He doesn’t own a cellular phone, doesn’t dine in sit-down restaurants; he drives a twelve-year-old Geo Metro, high-mileage, low freon, no insurance. Alan Polk is an adjunct, a part-time professor, teaching six total courses at three different colleges this term. Two thousand dollars a section, if that. No medical, no dental, no retirement portfolio. Nights, Saturdays, eight o’clocks. No office of his own. Adjunct. The very sound of the word disgusts. Adjunct, defunct, skunked. He’s sick of it.
Monday morning, the snooze control makes him late for class, as does a speeding ticket, and his commute from a southwestern Dade suburb to the nearest community college seems worse than usual, accidents and lane closures choking the Turnpike. He surfs the radio-dial, scanning for something soothing, something with a clear-conscience, some Mozart maybe, or Vivaldi, music that sings in the voice of a charitable God. Nothing. Nothing but shock-jocks, hip-hop, salsa, the local news and weather. His car’s tape-player stopped working last July.
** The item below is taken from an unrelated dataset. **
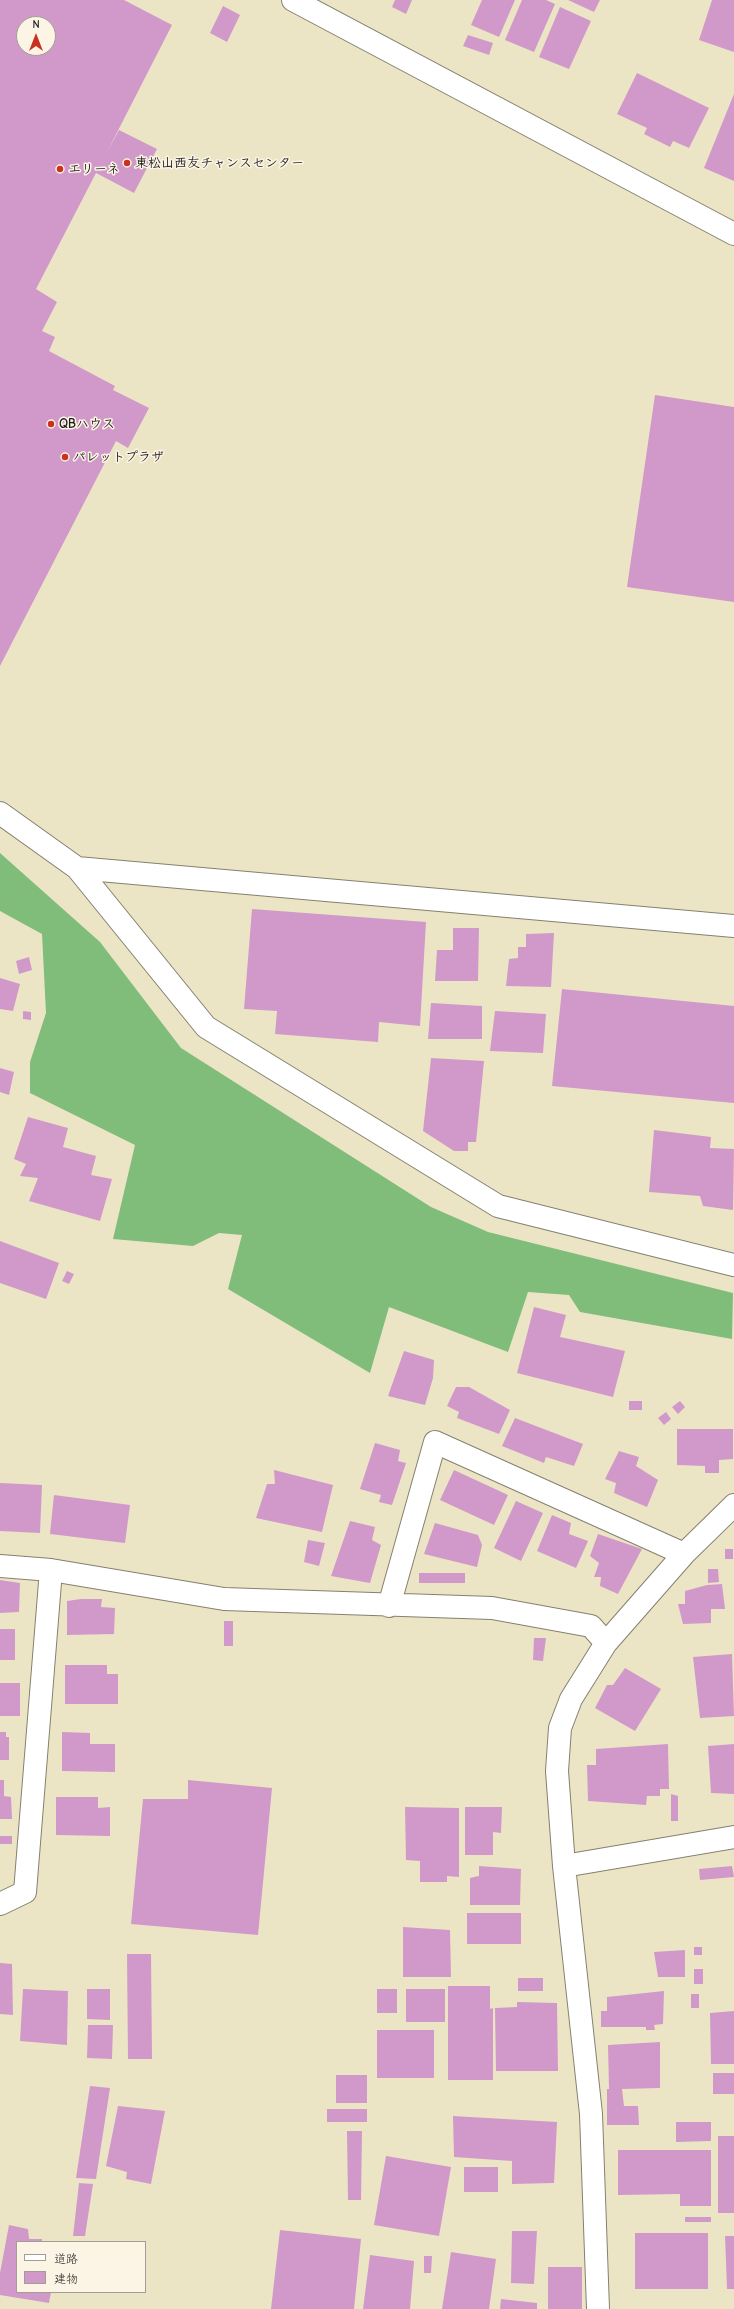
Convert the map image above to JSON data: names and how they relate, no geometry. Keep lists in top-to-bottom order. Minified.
{"places":["東松山西友チャンスセンター","エリーネ","QBハウス","パレットプラザ"],"legend":["道路","建物"],"north":"top"}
Exiting the Don Shula Expressway at SW 104th, Alan whips around a stalled delivery van, and an equally assertive Ford F-250 cuts him off, forcing him on to the shoulder. An obscene gesture, the honking of a angry horn, these reactions might suffice for most of us—not Alan Polk. Not for the adjunct. He’s had it, all he’ll take of it. Any insult, any indignity can trigger him. Thus, he pursues the offending truck, tailgates, jockeys, overtakes, cuts sharply in front . . . almost gets himself rear-ended. At the subsequent red light, the F-250 crowds the adjunct, inches ever closer, flashes headlights. Putting his Geo in neutral, yanking up the parking-brake, Alan now reaches into the back seat, into the equipment bag for the Little League team he coaches, his son’s team, and he slides out a wooden bat, a Louisville Slugger, 32 ounces, which he uses it for infield practice before a game, because he likes the sound of maple on horsehide far more than the shrill pings of aluminum. Wood feels better in his hands, seems more authentic.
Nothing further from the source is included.